About 59 percent of sonography jobs are in public and private hospitals. Remaining jobs are in doctor’s offices, diagnostic or medical laboratories and outpatient centers.
Employment of diagnostic medical sonographers is expected to increase in the future. The demand for sonographers will increase as the population increases. The use of ultrasound imaging as an alternative to radiology will also increase job growth. New sonography practices will increase as technology improves and grows, allowing sonographers to scan and image areas that were not traditionally used before.

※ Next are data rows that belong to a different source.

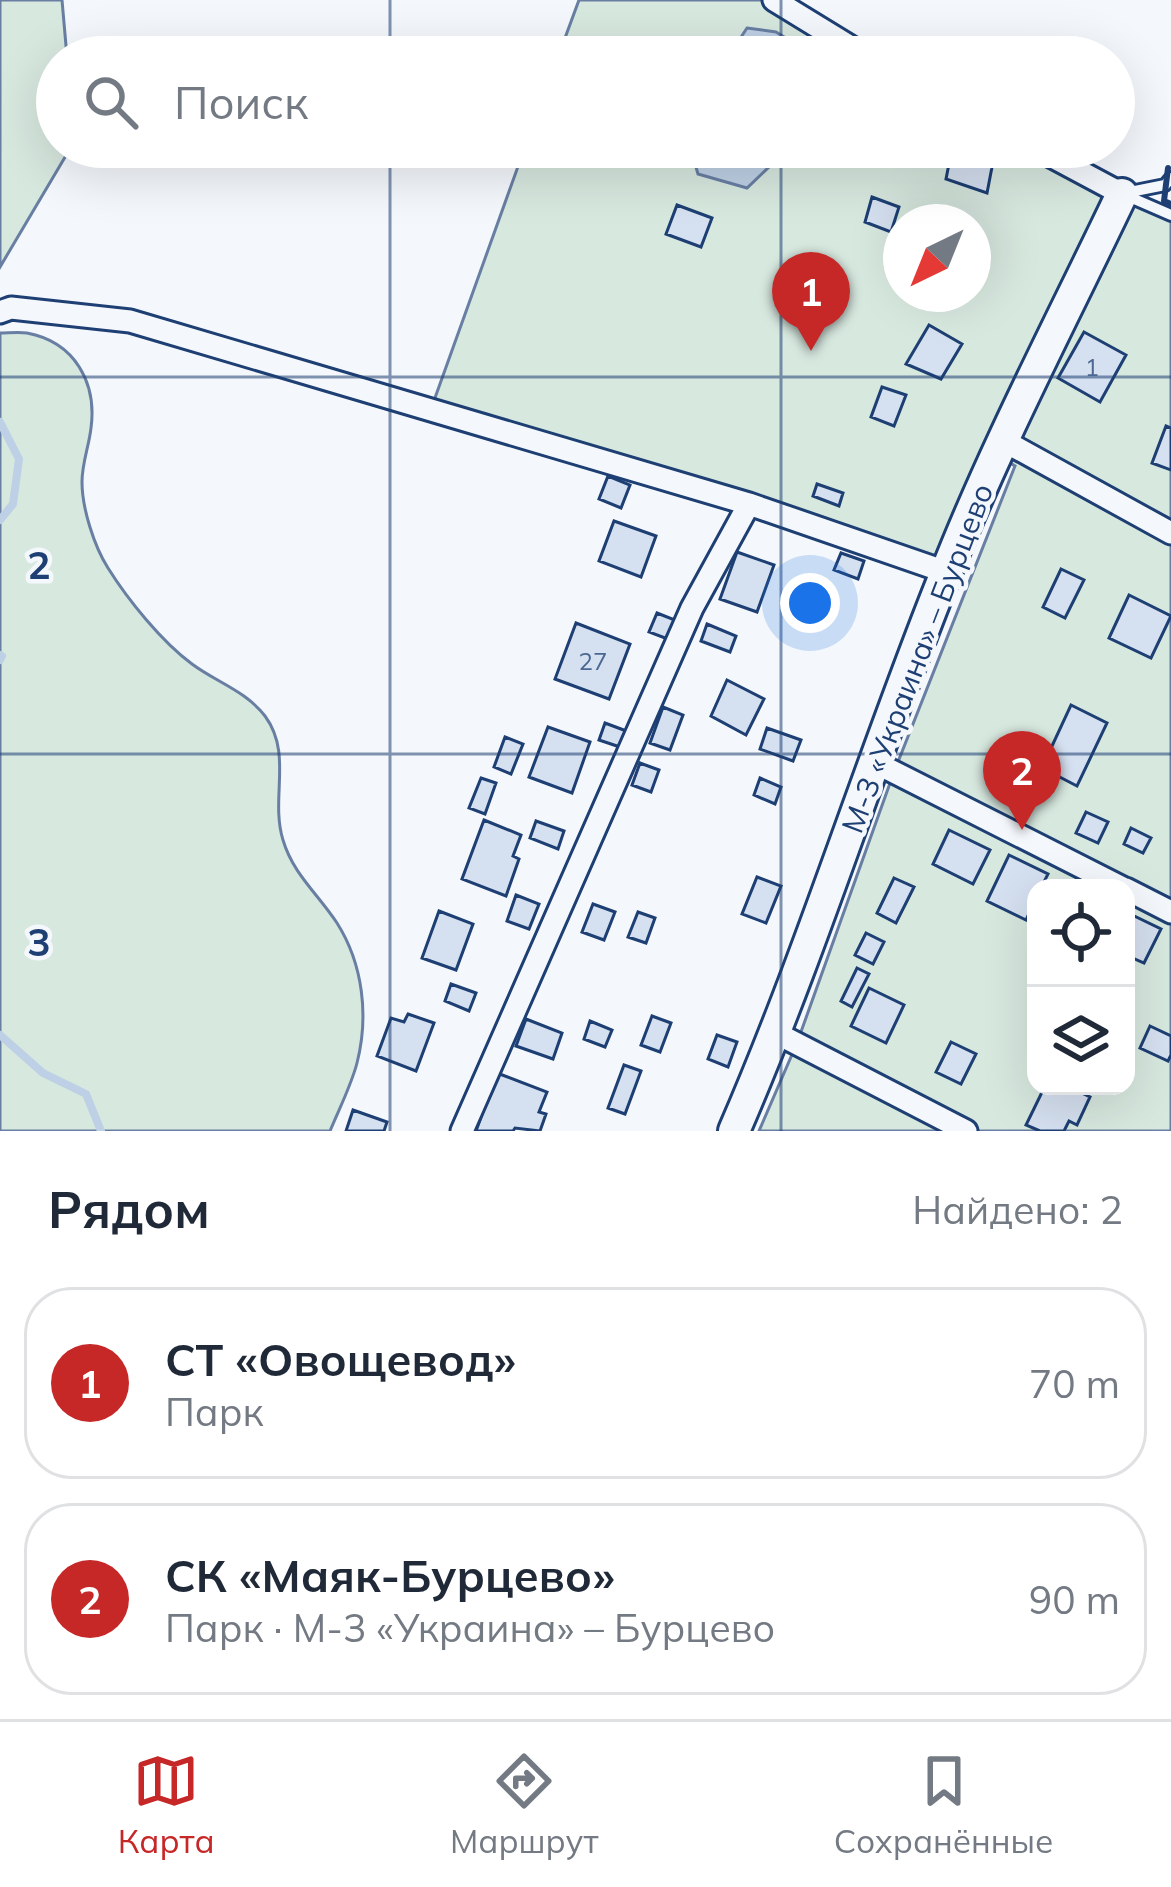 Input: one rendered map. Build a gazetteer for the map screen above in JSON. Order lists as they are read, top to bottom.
{
  "streets": {
    "street": ["М-3 «Украина» – Бурцево"]
  },
  "house_numbers": ["1", "27"],
  "north": "bottom left",
  "page": {
    "search": "Поиск",
    "pins": ["1", "2"],
    "heading": ["Рядом", "Найдено: 2"],
    "list": [
      {
        "mark": "1",
        "name": "СТ «Овощевод»",
        "note": "Парк",
        "value": "70 m"
      },
      {
        "mark": "2",
        "name": "СК «Маяк-Бурцево»",
        "note": "Парк · М-3 «Украина» – Бурцево",
        "value": "90 m"
      }
    ],
    "nav": ["Карта", "Маршрут", "Сохранённые"]
  },
  "grid": {
    "rows": ["2", "3"]
  }
} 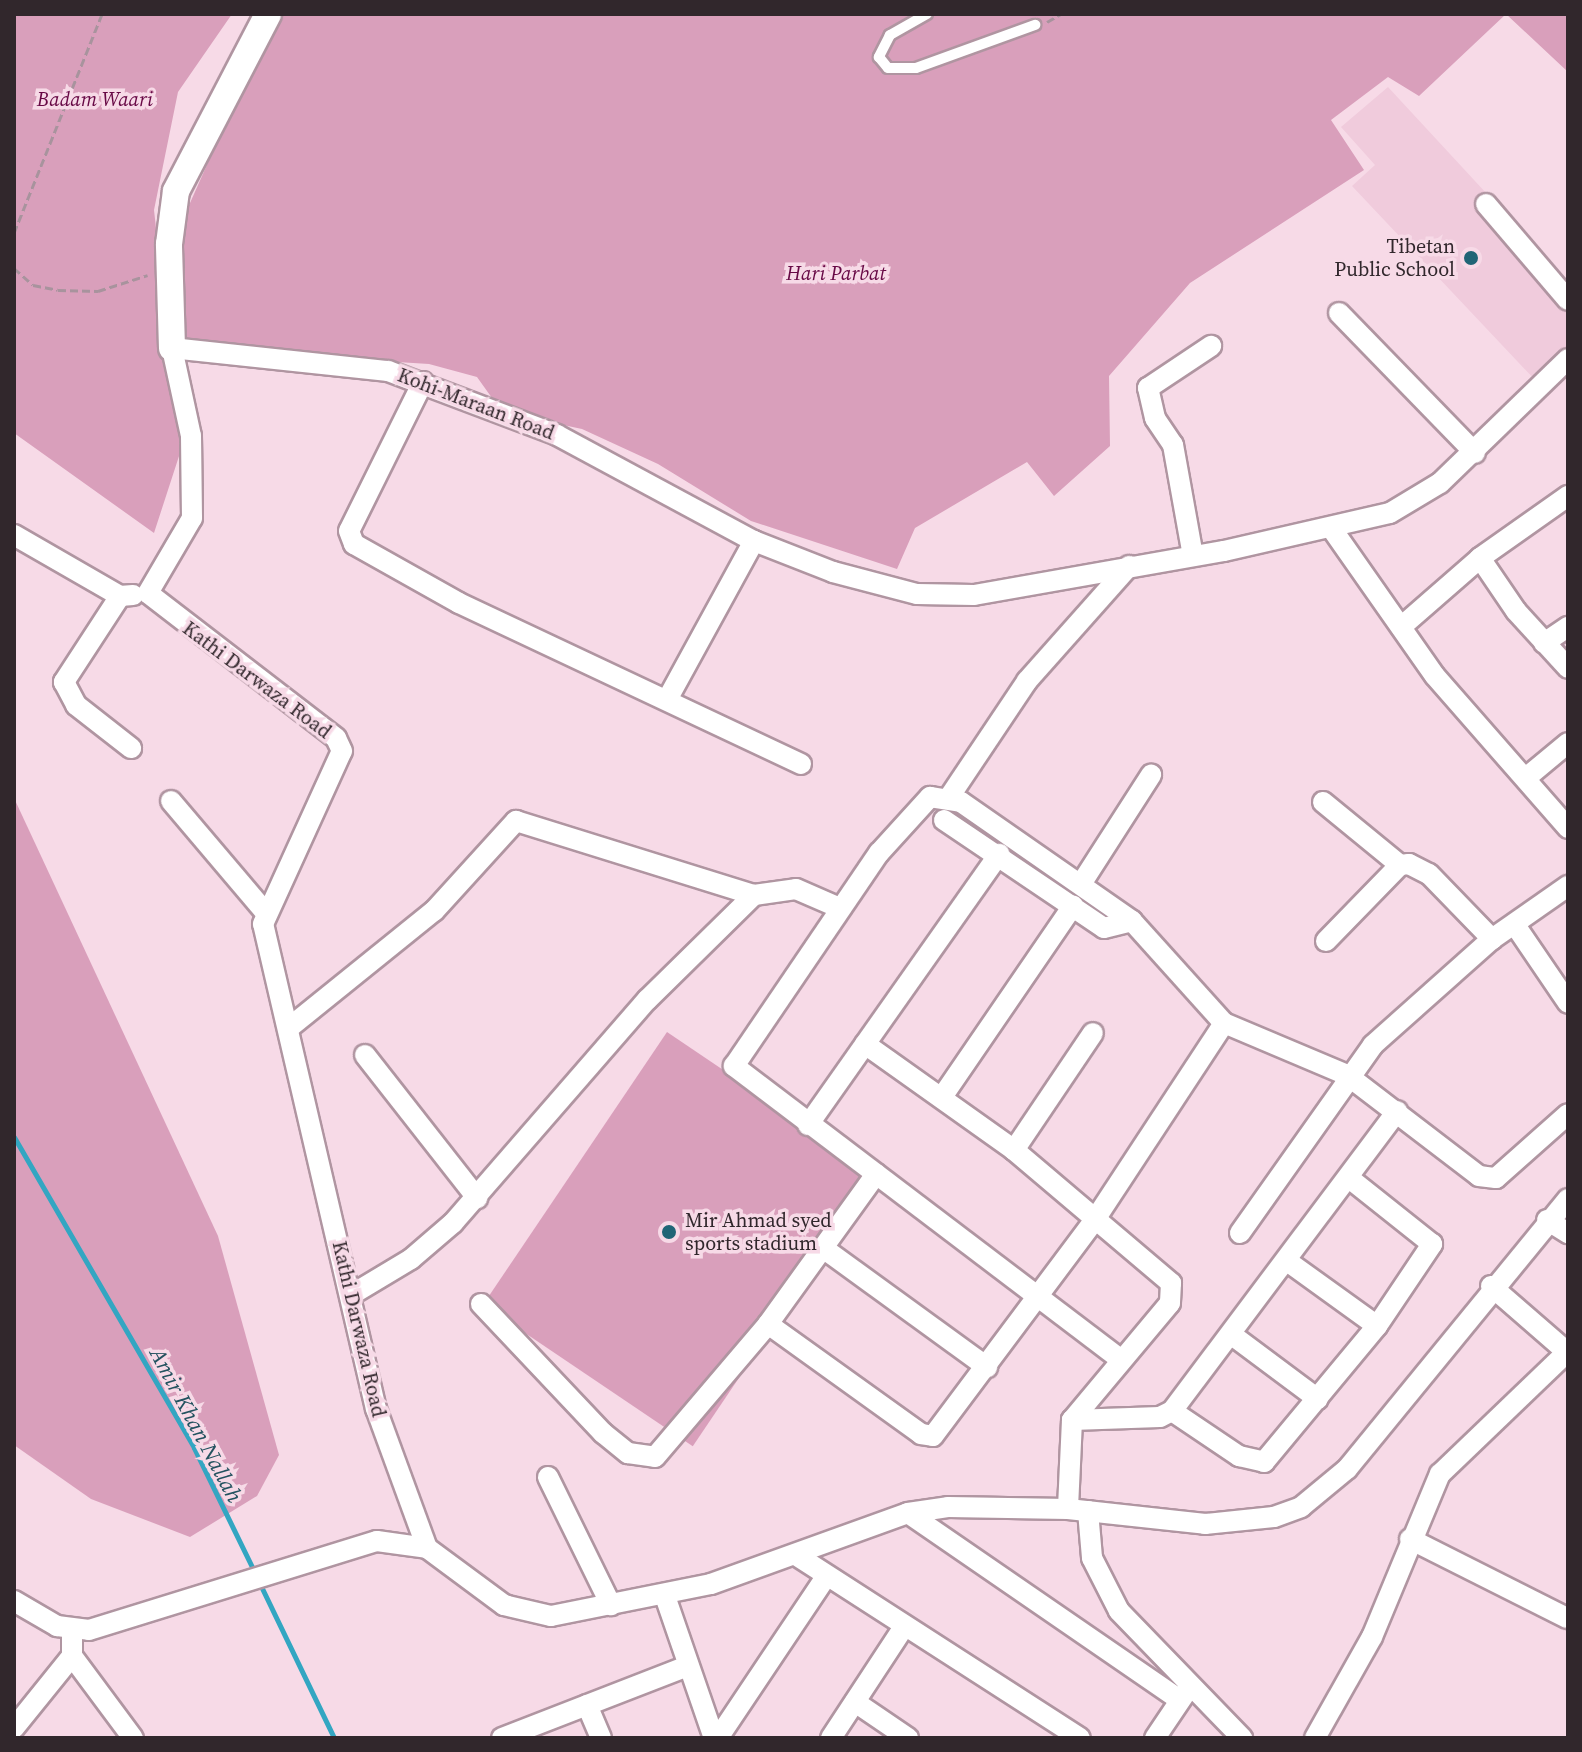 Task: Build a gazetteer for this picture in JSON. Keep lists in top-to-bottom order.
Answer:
{
  "streets": {
    "street": ["Kohi-Maraan Road", "Kathi Darwaza Road"]
  },
  "water": ["Amir Khan Nallah"],
  "parks": ["Badam Waari", "Hari Parbat"],
  "places": ["Tibetan Public School", "Mir Ahmad syed sports stadium"]
} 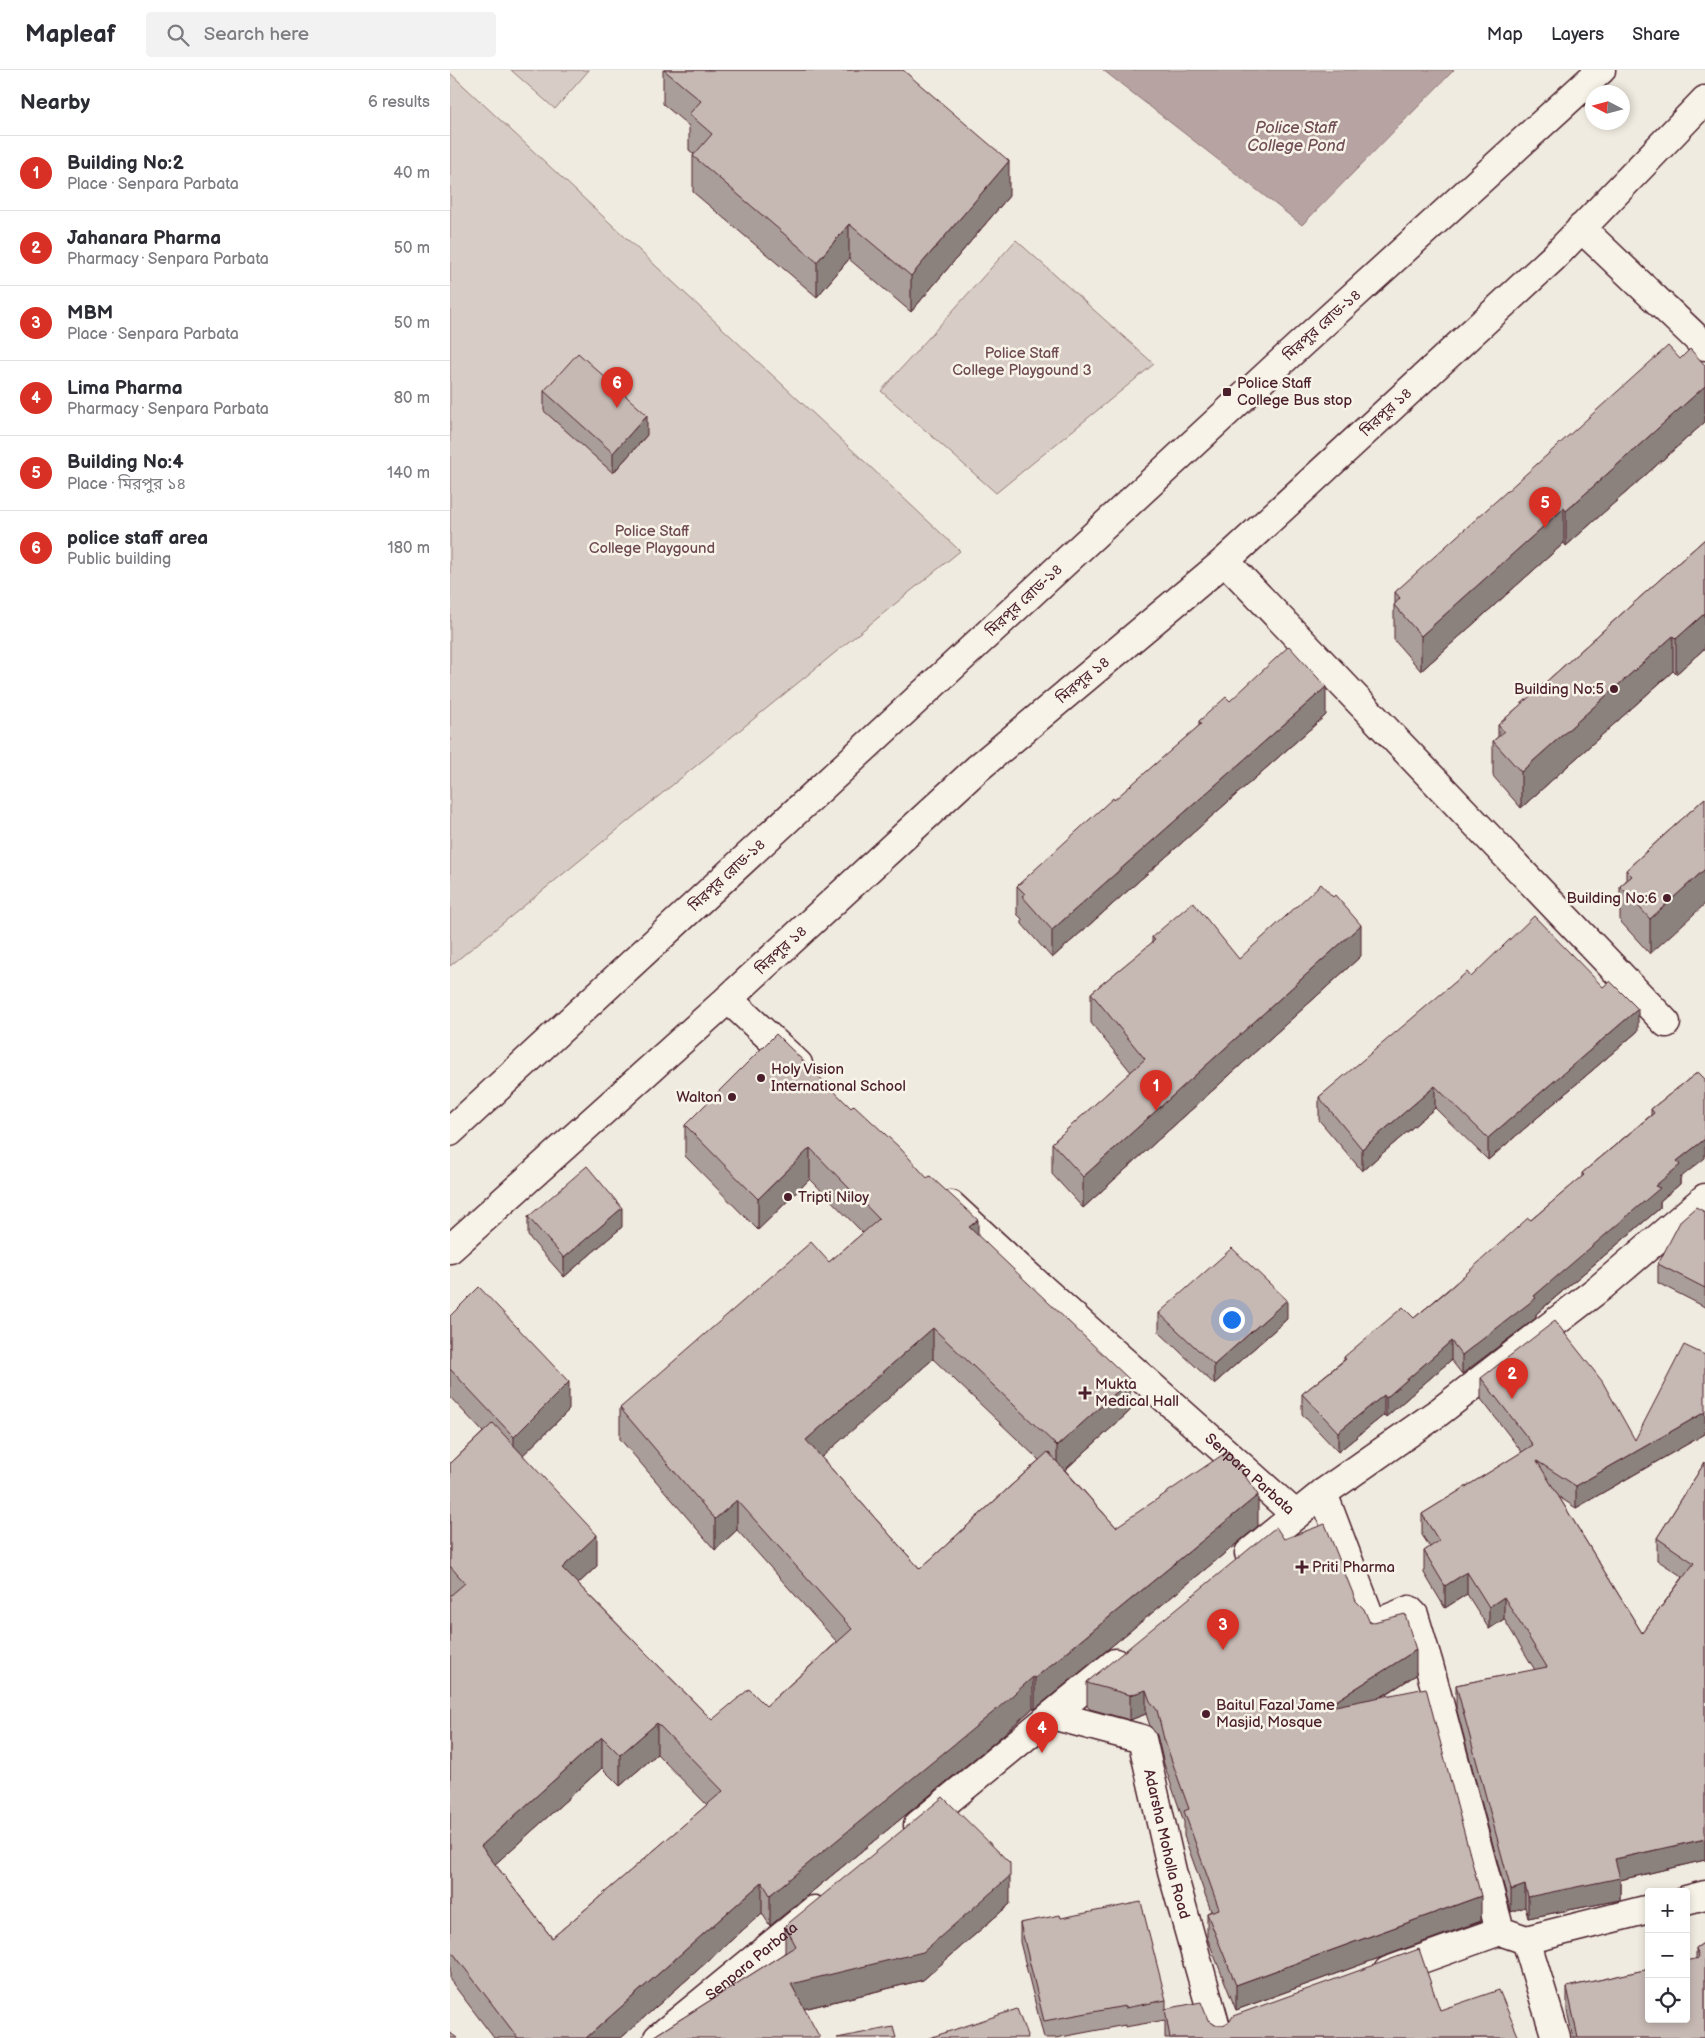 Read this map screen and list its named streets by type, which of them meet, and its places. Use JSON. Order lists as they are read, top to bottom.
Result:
{
  "streets": {
    "street": [
      "মিরপুর রোড-১৪",
      "মিরপুর ১৪",
      "Senpara Parbata",
      "Adarsha Moholla Road"
    ]
  },
  "water": ["Police Staff College Pond"],
  "parks": ["Police Staff College Playgound 3", "Police Staff College Playgound"],
  "places": {
    "transit": ["Police Staff College Bus stop"],
    "other": [
      "Building No:5",
      "Building No:6",
      "Holy Vision International School",
      "Walton",
      "Tripti Niloy",
      "Baitul Fazal Jame Masjid, Mosque"
    ],
    "health": ["Mukta Medical Hall", "Priti Pharma"]
  },
  "north": "left",
  "page": {
    "header": "Mapleaf",
    "search": "Search here",
    "nav": ["Map", "Layers", "Share"],
    "heading": ["Nearby", "6 results"],
    "list": [
      {
        "mark": "1",
        "name": "Building No:2",
        "note": "Place · Senpara Parbata",
        "value": "40 m"
      },
      {
        "mark": "2",
        "name": "Jahanara Pharma",
        "note": "Pharmacy · Senpara Parbata",
        "value": "50 m"
      },
      {
        "mark": "3",
        "name": "MBM",
        "note": "Place · Senpara Parbata",
        "value": "50 m"
      },
      {
        "mark": "4",
        "name": "Lima Pharma",
        "note": "Pharmacy · Senpara Parbata",
        "value": "80 m"
      },
      {
        "mark": "5",
        "name": "Building No:4",
        "note": "Place · মিরপুর ১৪",
        "value": "140 m"
      },
      {
        "mark": "6",
        "name": "police staff area",
        "note": "Public building",
        "value": "180 m"
      }
    ],
    "pins": [
      "6",
      "5",
      "1",
      "2",
      "3",
      "4"
    ],
    "map_buttons": ["+", "−"]
  }
}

Although hospitals will remain as the main source of employment for diagnostic medical sonographers, growth will occur in physician’s offices and medical and diagnostic laboratories. The shift towards out-patient care will lead to more employment within health care facilities.
Job opportunities for diagnostic medical sonographers are good with growth in the industry and also from sonographers retiring or leaving the field entirely. Opportunities for diagnostic medical sonographers will also vary by geographic area. Those sonographers who have multiple specialties or credentials will also have the best prospects for future jobs.
Earnings and Salary for Diagnostic Medical Sonographers
The median annual wages of diagnostic medical sonographers are $63,010. The middle 50 percent of sonographers earn wages between $53,110 and $74,400 a year. The lowest 10 percent earn less than $43,990, and the highest 10 percent earn more than $85,950.
Annual Salary for Diagnostic Medical Sonographers
On average, Diagnostic Medical Sonographers earn $63,010 per year.
Hourly Wage for Diagnostic Medical Sonographers
On average, Diagnostic Medical Sonographers earn $30.30 per hour.